▶ [EXERCISE OBJECTIVE]:
Every record below must come back exactly as written, with the images dropped.

▶ [EXTRACTED DATA]:
::::

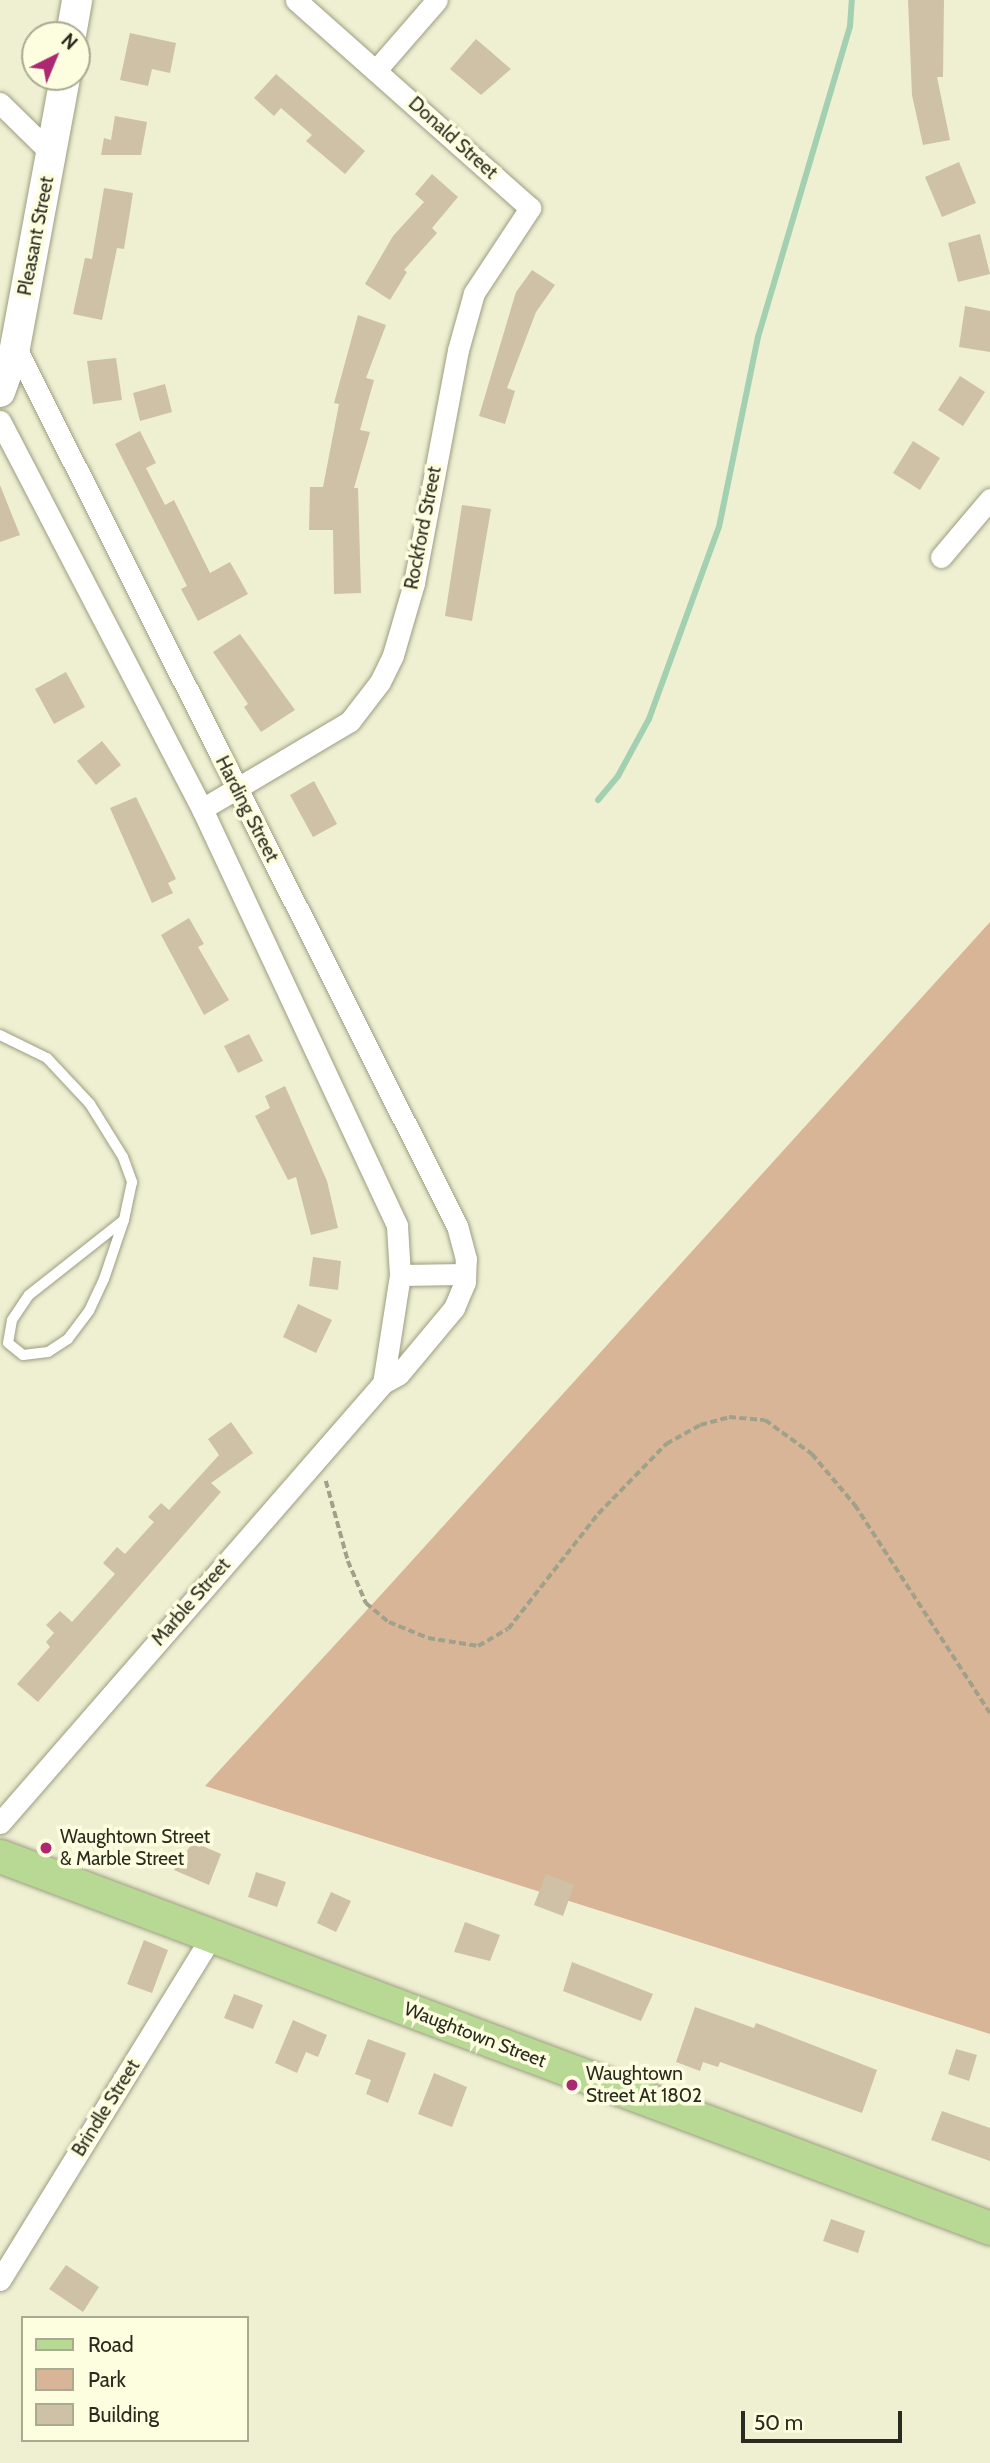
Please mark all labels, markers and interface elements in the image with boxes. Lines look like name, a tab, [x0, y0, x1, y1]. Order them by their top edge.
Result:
north arrow	[21, 21, 91, 91]
text: N	[57, 29, 82, 55]
street label: Donald Street	[404, 92, 502, 184]
street label: Pleasant Street	[13, 174, 59, 298]
street label: Rockford Street	[400, 465, 446, 591]
street label: Harding Street	[211, 752, 283, 866]
street label: Marble Street	[147, 1554, 235, 1650]
place label: Waughtown Street & Marble Street	[60, 1826, 210, 1870]
marker: Waughtown Street & Marble Street	[38, 1840, 54, 1856]
street label: Waughtown Street	[401, 1997, 549, 2073]
street label: Brindle Street	[67, 2055, 145, 2161]
place label: Waughtown Street At 1802	[586, 2063, 702, 2107]
marker: Waughtown Street At 1802	[564, 2077, 580, 2093]
legend	[21, 2316, 248, 2442]
text: Road	[88, 2332, 134, 2357]
text: Park	[88, 2367, 126, 2392]
scale bar	[745, 2396, 906, 2440]
text: Building	[88, 2402, 159, 2427]
text: 50 m	[754, 2410, 803, 2435]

::::

▶ [ANSWER TO THIS EXERCISE]:
Please mark all labels, markers and interface elements in the image with boxes. Lines look like name, a tab, [x0, y0, x1, y1]. Order them by their top edge.
Result:
north arrow	[21, 21, 91, 91]
text: N	[57, 29, 82, 55]
street label: Donald Street	[404, 92, 502, 184]
street label: Pleasant Street	[13, 174, 59, 298]
street label: Rockford Street	[400, 465, 446, 591]
street label: Harding Street	[211, 752, 283, 866]
street label: Marble Street	[147, 1554, 235, 1650]
place label: Waughtown Street & Marble Street	[60, 1826, 210, 1870]
marker: Waughtown Street & Marble Street	[38, 1840, 54, 1856]
street label: Waughtown Street	[401, 1997, 549, 2073]
street label: Brindle Street	[67, 2055, 145, 2161]
place label: Waughtown Street At 1802	[586, 2063, 702, 2107]
marker: Waughtown Street At 1802	[564, 2077, 580, 2093]
legend	[21, 2316, 248, 2442]
text: Road	[88, 2332, 134, 2357]
text: Park	[88, 2367, 126, 2392]
scale bar	[745, 2396, 906, 2440]
text: Building	[88, 2402, 159, 2427]
text: 50 m	[754, 2410, 803, 2435]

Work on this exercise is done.